Exercise objective:
Scan the listing beneath this sentence. Report each line with the word "index".

Data for the task:
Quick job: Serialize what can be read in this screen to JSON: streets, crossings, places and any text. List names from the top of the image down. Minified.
==
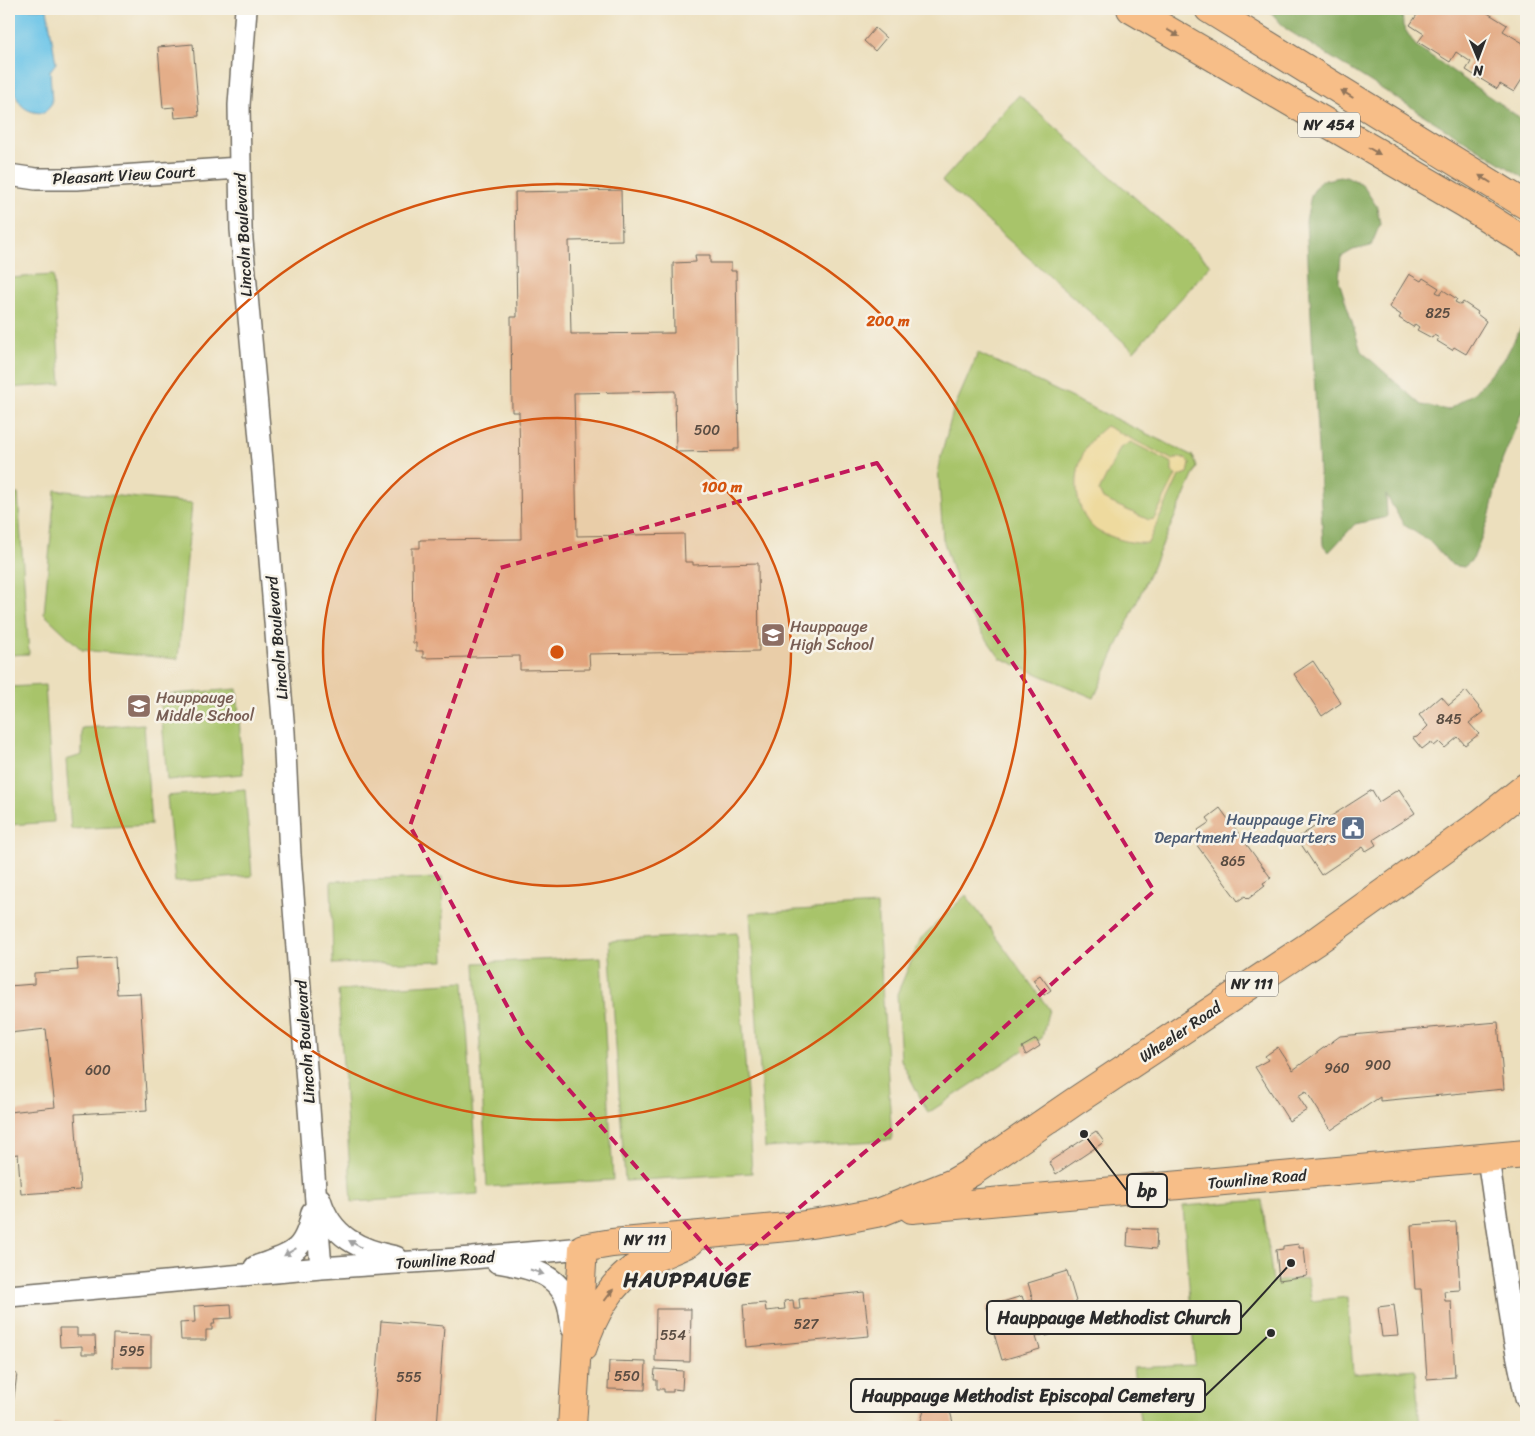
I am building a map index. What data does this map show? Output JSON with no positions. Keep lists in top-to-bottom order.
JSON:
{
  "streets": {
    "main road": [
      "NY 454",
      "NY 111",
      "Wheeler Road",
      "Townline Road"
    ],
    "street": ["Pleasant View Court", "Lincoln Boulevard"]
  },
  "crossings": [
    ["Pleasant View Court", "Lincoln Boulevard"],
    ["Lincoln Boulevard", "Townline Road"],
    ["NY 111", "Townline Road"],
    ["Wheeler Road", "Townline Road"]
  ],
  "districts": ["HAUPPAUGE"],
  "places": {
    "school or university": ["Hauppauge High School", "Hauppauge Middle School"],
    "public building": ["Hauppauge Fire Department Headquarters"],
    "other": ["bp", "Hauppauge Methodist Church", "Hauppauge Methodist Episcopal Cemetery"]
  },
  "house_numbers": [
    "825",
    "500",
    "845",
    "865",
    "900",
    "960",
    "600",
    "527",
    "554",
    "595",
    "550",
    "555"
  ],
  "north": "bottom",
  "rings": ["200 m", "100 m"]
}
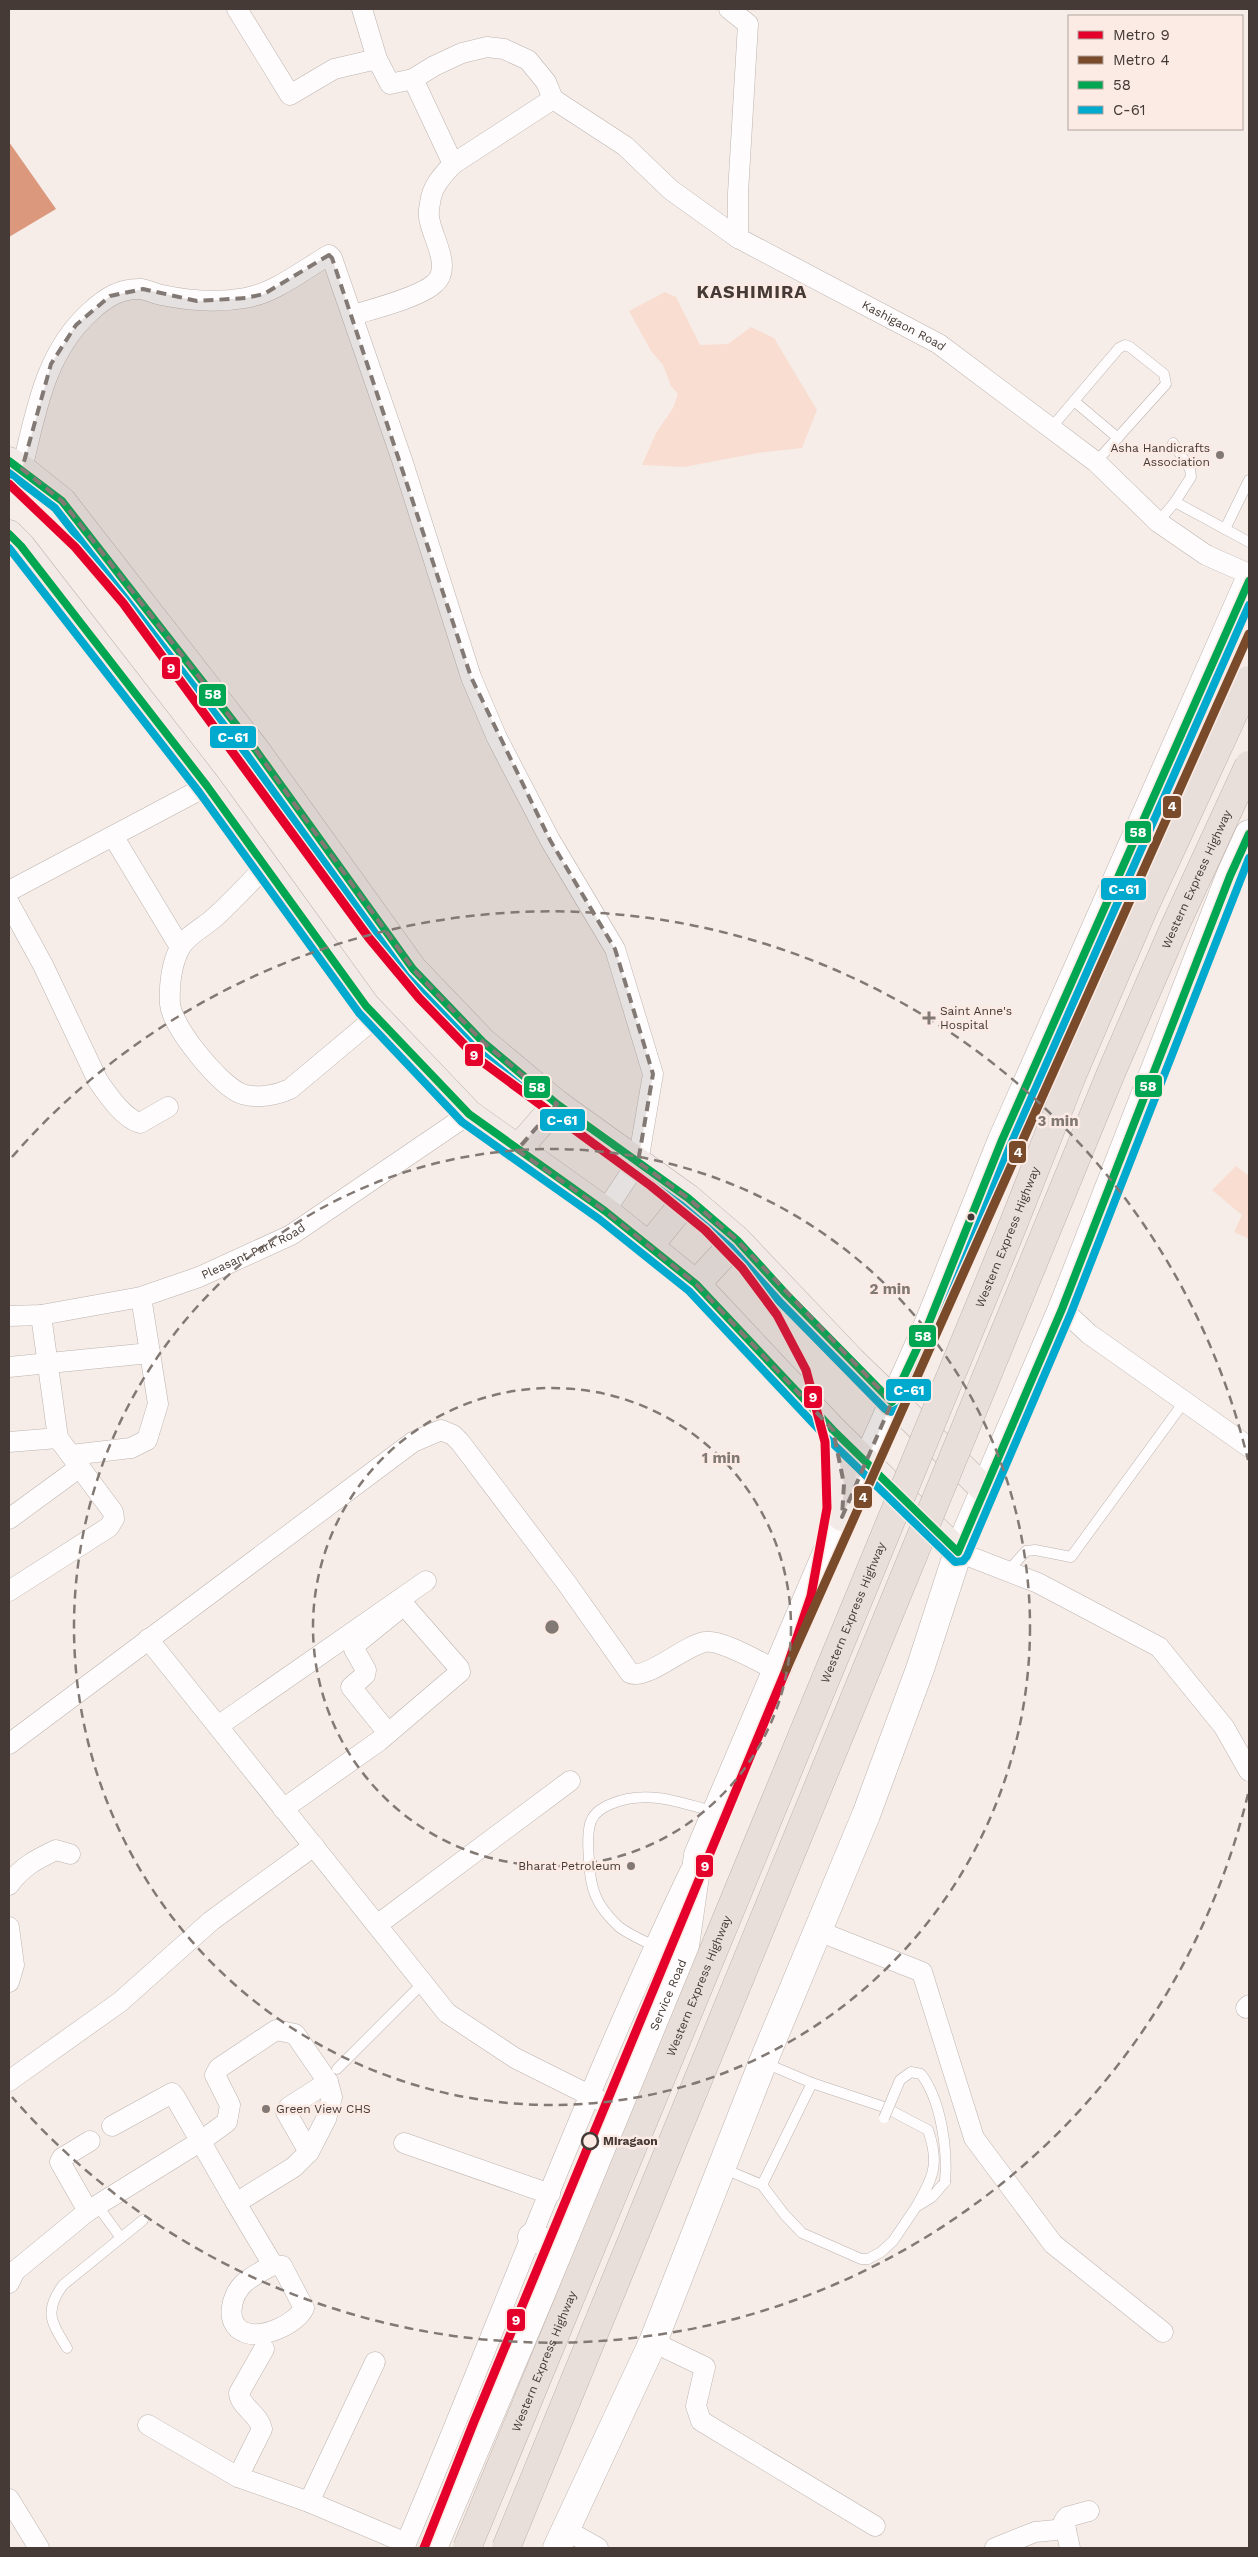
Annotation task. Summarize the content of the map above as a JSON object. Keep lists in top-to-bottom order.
--
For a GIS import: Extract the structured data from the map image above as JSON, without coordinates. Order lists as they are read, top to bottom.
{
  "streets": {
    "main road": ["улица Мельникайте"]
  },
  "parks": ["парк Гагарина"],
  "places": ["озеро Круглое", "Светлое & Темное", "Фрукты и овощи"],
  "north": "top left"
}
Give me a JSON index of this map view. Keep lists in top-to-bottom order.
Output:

Answer section:
I am building a map index. What data does this map show? Output JSON with no positions. Keep lists in top-to-bottom order.
Give me a JSON index of this map view. Keep lists in top-to-bottom order.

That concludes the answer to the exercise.